Comentário editorial
Nesta leitura prática, a decisão é organizada para mostrar o que o STJ efetivamente registrou e quais dados devem ser conferidos antes de transportar o entendimento para uma situação cotidiana. O recorte processual é AREsp, julgado por QUARTA TURMA, sob relatoria de RAUL ARAÚJO.
Para o cidadão, o ponto essencial é não tratar a ementa como uma regra automática: fatos, pedidos, fase processual e legislação aplicável precisam ser comparados com o caso concreto. Quando o julgamento repercutir em mobilidade, veículos, sanções ou direitos do condutor, essa conexão deve estar expressa no próprio texto oficial.
Pontos centrais da ementa
- ALEGAÇÃO DE NULIDADE POR DIFICULDADE DE ACESSO AOS AUTOS.
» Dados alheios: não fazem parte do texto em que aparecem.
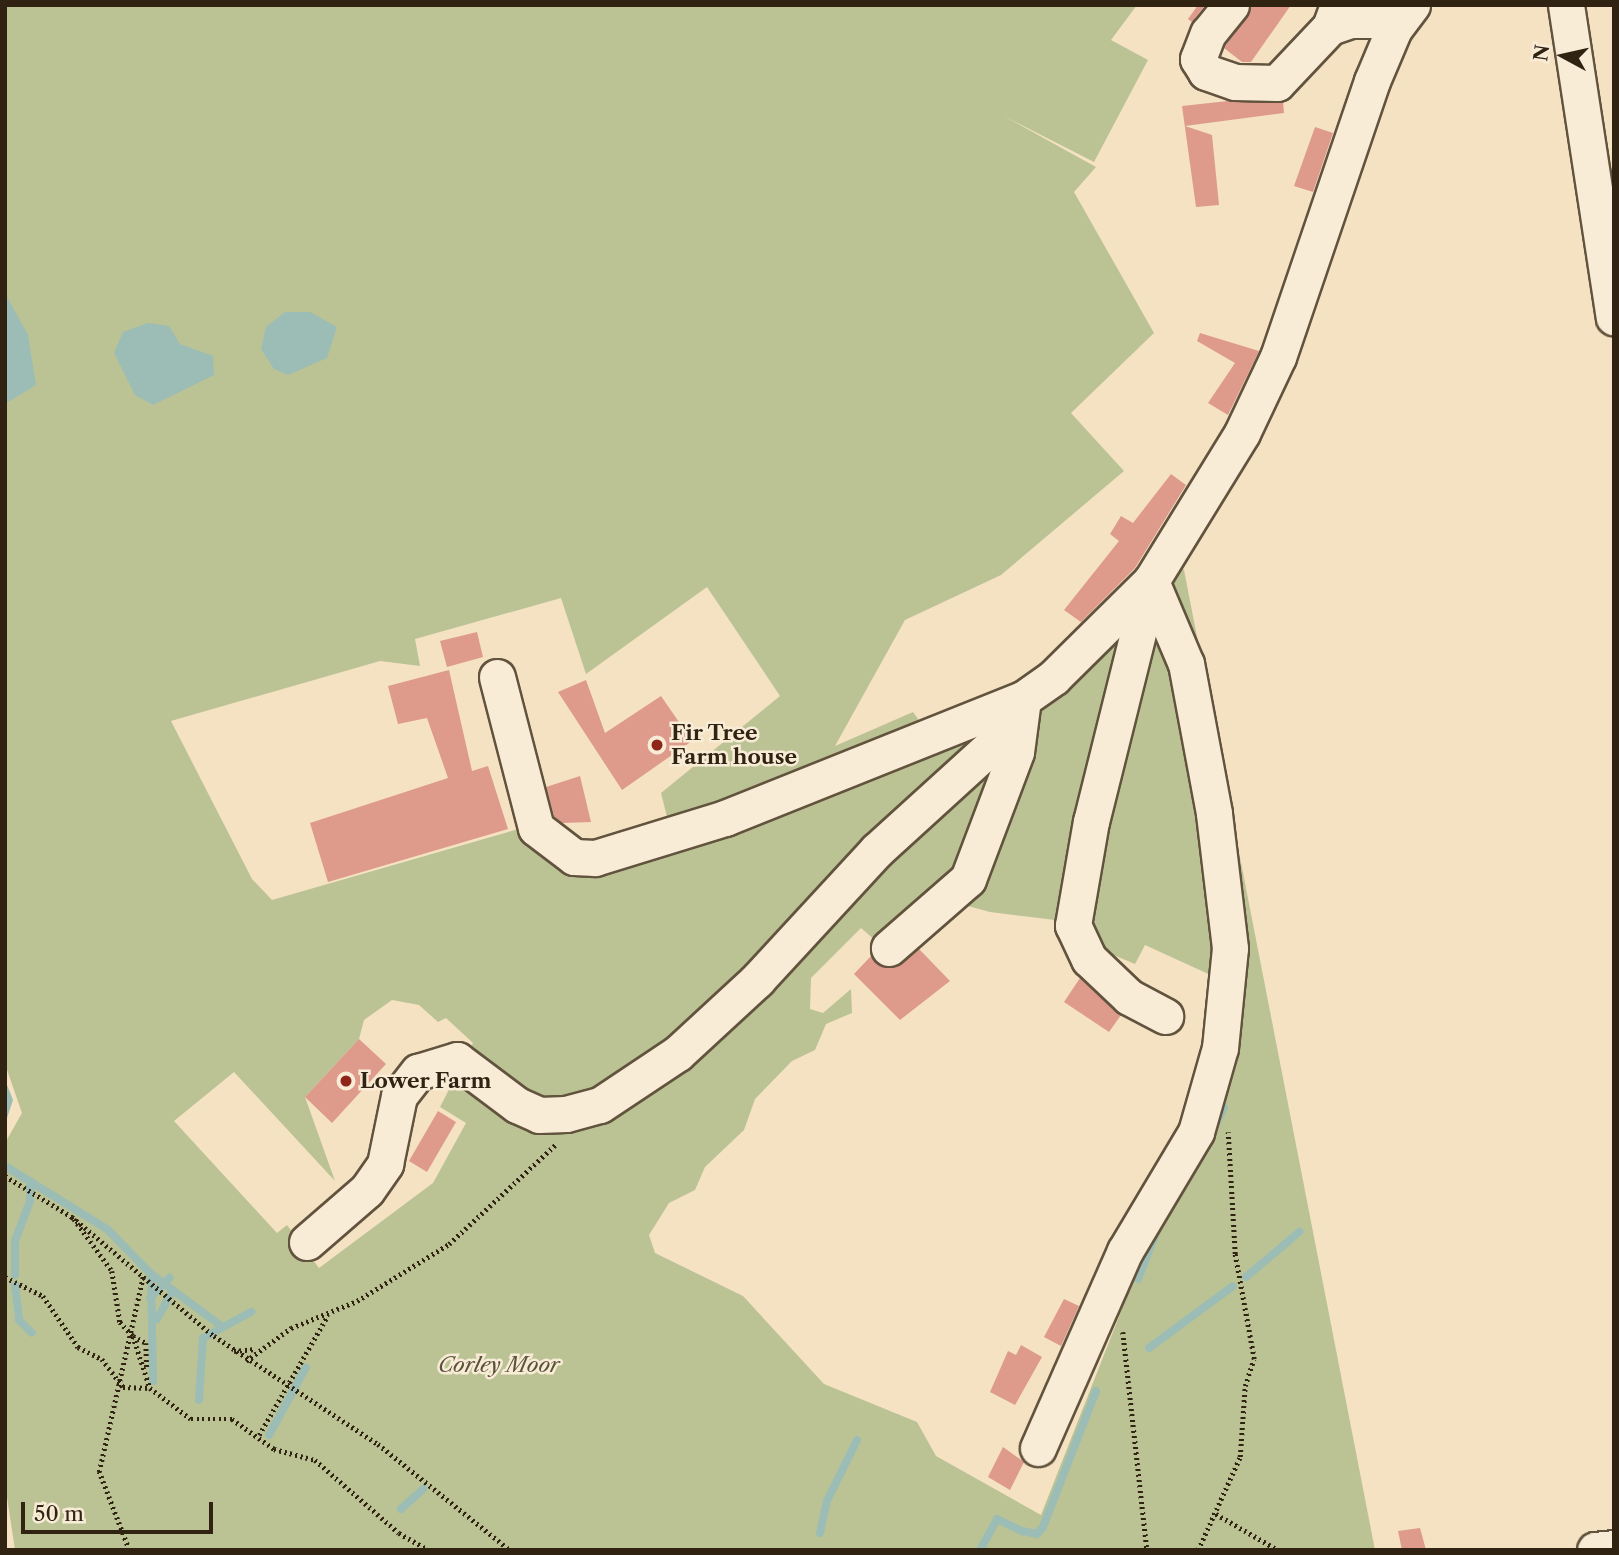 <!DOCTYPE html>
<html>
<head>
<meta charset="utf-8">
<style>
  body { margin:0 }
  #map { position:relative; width:1619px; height:1555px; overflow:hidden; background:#f5e2c2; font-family:"Libre Caslon Text",serif }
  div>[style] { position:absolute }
  .green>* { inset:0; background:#bbc394 }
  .water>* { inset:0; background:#9cbdb5 }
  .stream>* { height:8px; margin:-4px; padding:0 4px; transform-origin:4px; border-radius:4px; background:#9cbdb5 }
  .building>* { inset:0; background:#de9a8b }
  .path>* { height:4.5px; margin-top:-2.25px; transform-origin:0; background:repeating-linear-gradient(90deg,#312312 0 2px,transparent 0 5.5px) }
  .roads { filter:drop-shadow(2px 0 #62533e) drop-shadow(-2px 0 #62533e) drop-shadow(0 2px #62533e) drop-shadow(0 -2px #62533e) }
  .minor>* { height:35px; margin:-17.5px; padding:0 17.5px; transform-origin:17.5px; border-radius:17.5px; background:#f8ecd7 }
  .dots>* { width:19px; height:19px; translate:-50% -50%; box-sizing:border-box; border:4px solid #f8ecd7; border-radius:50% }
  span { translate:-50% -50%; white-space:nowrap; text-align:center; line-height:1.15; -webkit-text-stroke:5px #f8ecd7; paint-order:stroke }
  .poi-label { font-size:21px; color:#312312; font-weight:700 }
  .left { translate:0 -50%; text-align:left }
  .park-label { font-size:21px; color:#5a5339; font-style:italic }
  .frame { position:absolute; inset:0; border:7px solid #312312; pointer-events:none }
  .north { position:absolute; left:1528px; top:21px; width:70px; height:70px; -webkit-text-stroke:5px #f8ecd7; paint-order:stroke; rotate:278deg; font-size:19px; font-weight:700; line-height:28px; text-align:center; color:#312312 }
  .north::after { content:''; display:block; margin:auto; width:24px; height:32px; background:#312312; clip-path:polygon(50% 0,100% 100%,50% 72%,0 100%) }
  .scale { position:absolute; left:21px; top:1502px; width:192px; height:32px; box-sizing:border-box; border:4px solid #312312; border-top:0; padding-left:9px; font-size:21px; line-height:24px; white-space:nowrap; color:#312312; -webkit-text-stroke:5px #f8ecd7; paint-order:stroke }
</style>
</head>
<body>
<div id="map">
  <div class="green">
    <div style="clip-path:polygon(evenodd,5px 5px,1137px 5px,1111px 40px,1148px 60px,1094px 162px,1002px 115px,1096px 167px,1074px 192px,1154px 333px,1071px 413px,1124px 471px,1001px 575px,905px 620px,835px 746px,913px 712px,926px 730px,1004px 704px,1166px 558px,1184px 570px,1375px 1550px,15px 1550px,5px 1484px,5px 1143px,22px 1113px,5px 1064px,5px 5px,707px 587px,780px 696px,661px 793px,670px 829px,543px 856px,522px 828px,272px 900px,252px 879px,171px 721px,380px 661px,420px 666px,415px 639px,561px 598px,586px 674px,707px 587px,5px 5px,927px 895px,990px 912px,1096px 925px,1094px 947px,1135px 964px,1145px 945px,1215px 977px,1206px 1066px,1097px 1297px,1122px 1309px,1041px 1515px,936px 1456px,917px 1422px,824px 1384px,743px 1296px,655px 1253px,649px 1235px,669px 1203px,695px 1190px,705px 1167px,744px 1130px,755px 1099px,792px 1061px,815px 1050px,826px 1024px,852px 1013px,851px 989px,823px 1013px,810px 1009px,811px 978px,861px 928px,876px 941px,927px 895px,5px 5px,392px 1000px,419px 1005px,438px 1022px,446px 1018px,473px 1043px,440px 1107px,466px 1123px,433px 1183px,319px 1268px,287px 1225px,277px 1233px,174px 1121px,234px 1072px,335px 1181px,305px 1097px,359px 1039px,364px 1020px,392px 1000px)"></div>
  </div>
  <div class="water">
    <div style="clip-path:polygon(5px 293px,28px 335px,36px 385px,5px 404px)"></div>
    <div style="clip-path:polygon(285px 312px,310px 312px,337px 327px,327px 358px,288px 375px,274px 369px,261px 349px,266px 327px)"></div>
    <div style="clip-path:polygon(148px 323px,169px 326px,180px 344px,213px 356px,214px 375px,153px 405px,135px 395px,114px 353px,123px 332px)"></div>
    <div style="clip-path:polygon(5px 1080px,13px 1100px,5px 1124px)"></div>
  </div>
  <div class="stream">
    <div style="left:1213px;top:1130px;width:25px;rotate:-64deg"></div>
    <div style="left:5px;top:1166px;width:120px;rotate:31.7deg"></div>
    <div style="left:107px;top:1229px;width:63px;rotate:45.6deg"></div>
    <div style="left:151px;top:1274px;width:86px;rotate:36.5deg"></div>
    <div style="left:151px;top:1274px;width:107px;rotate:88.9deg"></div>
    <div style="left:15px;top:1275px;width:34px;rotate:-90deg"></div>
    <div style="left:15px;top:1241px;width:43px;rotate:-69.4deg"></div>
    <div style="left:30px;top:1201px;width:20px;rotate:-90deg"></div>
    <div style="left:1246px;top:1277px;width:70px;rotate:-40.3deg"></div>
    <div style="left:1138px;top:1279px;width:60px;rotate:-68.6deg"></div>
    <div style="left:15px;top:1285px;width:35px;rotate:83deg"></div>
    <div style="left:19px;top:1320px;width:18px;rotate:45deg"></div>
    <div style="left:150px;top:1298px;width:28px;rotate:-46deg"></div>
    <div style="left:157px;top:1319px;width:33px;rotate:-61deg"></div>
    <div style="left:1149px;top:1348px;width:104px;rotate:-36.4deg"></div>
    <div style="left:199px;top:1400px;width:62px;rotate:-86.3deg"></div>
    <div style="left:203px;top:1338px;width:55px;rotate:-28.4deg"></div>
    <div style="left:269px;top:1435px;width:77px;rotate:-61.4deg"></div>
    <div style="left:401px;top:1509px;width:30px;rotate:-42deg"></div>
    <div style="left:820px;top:1533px;width:33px;rotate:-78deg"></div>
    <div style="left:827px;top:1501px;width:68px;rotate:-63.8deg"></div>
    <div style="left:980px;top:1550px;width:35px;rotate:-61deg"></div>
    <div style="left:997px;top:1519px;width:28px;rotate:26deg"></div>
    <div style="left:1022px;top:1531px;width:15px;rotate:11deg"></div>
    <div style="left:1037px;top:1534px;width:9px;rotate:-49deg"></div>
    <div style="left:1043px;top:1527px;width:146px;rotate:-68.7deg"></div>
  </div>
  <div class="building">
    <div style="clip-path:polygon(1198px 5px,1205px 5px,1192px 22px,1188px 19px)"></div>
    <div style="clip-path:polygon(1251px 5px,1291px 5px,1251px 62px,1242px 62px,1224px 48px)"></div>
    <div style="clip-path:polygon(1228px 101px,1283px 102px,1284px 113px,1185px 126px,1212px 135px,1219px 205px,1196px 207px,1182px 106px)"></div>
    <div style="clip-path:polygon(1315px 127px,1333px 133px,1313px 192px,1294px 186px)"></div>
    <div style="clip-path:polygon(1200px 333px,1259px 351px,1228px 415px,1208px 403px,1235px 363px,1197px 341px)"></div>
    <div style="clip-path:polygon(1171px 474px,1186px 485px,1135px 568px,1081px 622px,1064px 610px,1119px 541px,1110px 534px,1121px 516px,1133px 523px)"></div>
    <div style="clip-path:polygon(477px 632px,483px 657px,447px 667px,440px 641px)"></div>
    <div style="clip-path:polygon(449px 670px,472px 771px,488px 766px,508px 829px,328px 882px,310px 823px,448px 778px,427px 718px,398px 724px,388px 686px)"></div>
    <div style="clip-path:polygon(586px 680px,605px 733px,661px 696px,692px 741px,622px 790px,558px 692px)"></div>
    <div style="clip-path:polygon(580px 776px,591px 822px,562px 823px,554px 816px,546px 787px)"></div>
    <div style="clip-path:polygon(919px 949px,950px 981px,900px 1020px,854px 974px,871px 956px,892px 968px)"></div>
    <div style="clip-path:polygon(1080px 978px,1121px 1015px,1109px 1032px,1064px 1002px)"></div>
    <div style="clip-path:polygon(359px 1039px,386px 1064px,332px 1123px,305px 1097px)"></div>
    <div style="clip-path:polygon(438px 1111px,456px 1122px,427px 1172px,409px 1161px)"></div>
    <div style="clip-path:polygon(1064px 1299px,1079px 1306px,1061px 1346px,1044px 1337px)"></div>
    <div style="clip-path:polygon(1021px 1345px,1042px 1357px,1015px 1405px,990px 1392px,1008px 1351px,1016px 1355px)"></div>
    <div style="clip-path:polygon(1003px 1447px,1024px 1462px,1010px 1490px,988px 1477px)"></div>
    <div style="clip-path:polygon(1420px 1528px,1426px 1550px,1402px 1550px,1398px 1531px)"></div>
  </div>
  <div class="path">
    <div style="left:5px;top:1176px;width:79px;rotate:31.5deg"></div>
    <div style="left:72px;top:1217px;width:185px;rotate:40deg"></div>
    <div style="left:214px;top:1336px;width:196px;rotate:33.4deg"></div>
    <div style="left:378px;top:1444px;width:169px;rotate:38.8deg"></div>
    <div style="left:74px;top:1219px;width:64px;rotate:53.8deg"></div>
    <div style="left:112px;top:1271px;width:52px;rotate:81.1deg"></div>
    <div style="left:120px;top:1322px;width:19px;rotate:47deg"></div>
    <div style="left:133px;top:1336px;width:55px;rotate:71.9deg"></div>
    <div style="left:5px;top:1277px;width:42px;rotate:26.6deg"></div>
    <div style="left:43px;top:1296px;width:62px;rotate:55.5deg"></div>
    <div style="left:78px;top:1347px;width:27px;rotate:27deg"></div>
    <div style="left:102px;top:1359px;width:35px;rotate:53deg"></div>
    <div style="left:123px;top:1387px;width:27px;rotate:2deg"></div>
    <div style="left:150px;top:1388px;width:51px;rotate:37.1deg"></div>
    <div style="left:191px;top:1419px;width:41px"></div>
    <div style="left:232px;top:1419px;width:52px;rotate:35.5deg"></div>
    <div style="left:274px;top:1449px;width:42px;rotate:15deg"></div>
    <div style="left:315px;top:1460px;width:111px;rotate:41deg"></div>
    <div style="left:399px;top:1533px;width:34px;rotate:30deg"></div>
    <div style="left:1123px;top:1332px;width:219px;rotate:83.7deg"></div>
    <div style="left:133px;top:1336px;width:15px;rotate:28deg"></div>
    <div style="left:146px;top:1343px;width:24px;rotate:88deg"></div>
    <div style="left:234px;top:1351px;width:22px;rotate:-5deg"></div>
    <div style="left:246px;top:1361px;width:56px;rotate:-36.3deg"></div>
    <div style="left:291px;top:1328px;width:71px;rotate:-22.2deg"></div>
    <div style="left:357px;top:1301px;width:108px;rotate:-31.8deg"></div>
    <div style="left:449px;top:1244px;width:145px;rotate:-43deg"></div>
    <div style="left:259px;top:1435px;width:138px;rotate:-60.1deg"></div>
    <div style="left:1216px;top:1514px;width:72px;rotate:30.1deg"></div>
    <div style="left:129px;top:1550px;width:84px;rotate:-111deg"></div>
    <div style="left:99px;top:1472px;width:201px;rotate:-77.3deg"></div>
    <div style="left:1198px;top:1550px;width:102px;rotate:-65.7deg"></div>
    <div style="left:1240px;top:1457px;width:71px;rotate:-86deg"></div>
    <div style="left:1245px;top:1386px;width:28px;rotate:-72deg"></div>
    <div style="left:1254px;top:1359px;width:107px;rotate:-100.3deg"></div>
    <div style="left:1235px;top:1254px;width:122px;rotate:-93.3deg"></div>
  </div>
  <div class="roads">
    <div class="minor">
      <div style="left:1231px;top:5px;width:36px;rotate:129deg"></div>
      <div style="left:1208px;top:33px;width:28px;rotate:111deg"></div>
      <div style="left:1198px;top:59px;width:15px;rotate:58deg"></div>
      <div style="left:1206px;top:72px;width:31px;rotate:19deg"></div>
      <div style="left:1235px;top:82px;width:42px;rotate:1.4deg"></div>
      <div style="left:1277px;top:83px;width:77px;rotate:-46.6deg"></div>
      <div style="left:1330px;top:27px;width:23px;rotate:-70deg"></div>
      <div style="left:1566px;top:5px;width:316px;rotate:81.3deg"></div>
      <div style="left:1330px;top:27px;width:21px;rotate:-19deg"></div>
      <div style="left:1350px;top:20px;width:50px"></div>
      <div style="left:497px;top:677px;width:156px;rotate:75.5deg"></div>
      <div style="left:536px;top:828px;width:48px;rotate:37.3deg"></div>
      <div style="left:574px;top:857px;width:21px;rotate:3deg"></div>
      <div style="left:595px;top:858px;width:136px;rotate:-17.1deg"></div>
      <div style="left:725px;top:818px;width:321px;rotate:-21.8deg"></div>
      <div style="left:1023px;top:699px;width:38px;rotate:-35deg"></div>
      <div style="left:1054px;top:677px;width:136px;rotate:-44.7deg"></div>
      <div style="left:1151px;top:581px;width:174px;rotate:-58.4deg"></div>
      <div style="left:1242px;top:433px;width:84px;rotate:-64.7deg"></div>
      <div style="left:1278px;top:357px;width:292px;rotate:-71.2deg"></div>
      <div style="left:1372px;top:81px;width:56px;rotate:-67.1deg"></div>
      <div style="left:1394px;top:29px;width:30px;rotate:-53deg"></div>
      <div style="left:307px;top:1242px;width:79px;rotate:-40.9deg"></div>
      <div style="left:367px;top:1190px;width:32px;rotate:-55deg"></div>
      <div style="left:385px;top:1164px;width:69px;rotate:-78.4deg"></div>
      <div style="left:399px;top:1096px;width:31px;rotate:-52deg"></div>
      <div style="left:418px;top:1072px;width:41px;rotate:-17.1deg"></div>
      <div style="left:457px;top:1060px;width:75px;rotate:36.9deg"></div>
      <div style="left:517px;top:1105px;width:24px;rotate:24deg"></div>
      <div style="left:539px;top:1115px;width:27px;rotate:-2deg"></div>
      <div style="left:566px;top:1114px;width:35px;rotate:-15deg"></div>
      <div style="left:600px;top:1105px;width:94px;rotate:-33.7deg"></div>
      <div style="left:678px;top:1053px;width:108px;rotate:-42.7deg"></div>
      <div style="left:757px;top:980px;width:176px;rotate:-47.3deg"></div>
      <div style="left:876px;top:851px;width:164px;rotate:-42.3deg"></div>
      <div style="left:997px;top:741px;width:49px;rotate:-58.2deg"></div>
      <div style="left:1023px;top:699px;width:53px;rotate:97.5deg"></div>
      <div style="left:1016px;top:752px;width:136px;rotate:110.7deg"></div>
      <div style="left:968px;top:879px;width:105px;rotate:138.9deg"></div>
      <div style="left:1038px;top:1448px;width:215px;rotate:-66.2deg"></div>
      <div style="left:1125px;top:1251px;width:139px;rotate:-59.2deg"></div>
      <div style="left:1196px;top:1132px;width:87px;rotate:-74.1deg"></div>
      <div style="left:1220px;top:1048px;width:100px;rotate:-84.3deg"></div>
      <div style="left:1230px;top:948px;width:136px;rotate:-96.8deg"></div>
      <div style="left:1214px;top:813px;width:152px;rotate:-100.6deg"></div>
      <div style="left:1186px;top:664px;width:90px;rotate:-112.9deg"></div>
      <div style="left:1151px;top:581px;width:247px;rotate:104deg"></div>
      <div style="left:1091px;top:821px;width:106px;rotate:99.8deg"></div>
      <div style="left:1073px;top:925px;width:38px;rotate:65deg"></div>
      <div style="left:1089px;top:959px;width:55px;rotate:43.5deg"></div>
      <div style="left:1129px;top:997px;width:41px;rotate:27.8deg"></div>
      <div style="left:1595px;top:1550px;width:19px;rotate:-6deg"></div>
    </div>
  </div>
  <div class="dots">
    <div style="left:657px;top:745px;background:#8f2418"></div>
    <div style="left:346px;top:1081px;background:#8f2418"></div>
  </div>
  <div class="poi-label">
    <span class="left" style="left:671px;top:745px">Fir Tree<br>Farm house</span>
    <span class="left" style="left:360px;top:1081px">Lower Farm</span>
  </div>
  <div class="park-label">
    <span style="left:499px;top:1365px">Corley Moor</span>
  </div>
  <div class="frame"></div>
  <div class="north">N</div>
  <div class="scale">50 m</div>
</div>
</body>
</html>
- Agravo em recurso especial interposto contra decisão que inadmitiu recurso especial fundamentado no art.
- 105, inciso III, alínea "a", da Constituição Federal, contra acórdão do TJSP que negou provimento a agravo de instrumento interposto pela parte executada, mantendo decisão interlocutória que rejeitou embargos de declaração.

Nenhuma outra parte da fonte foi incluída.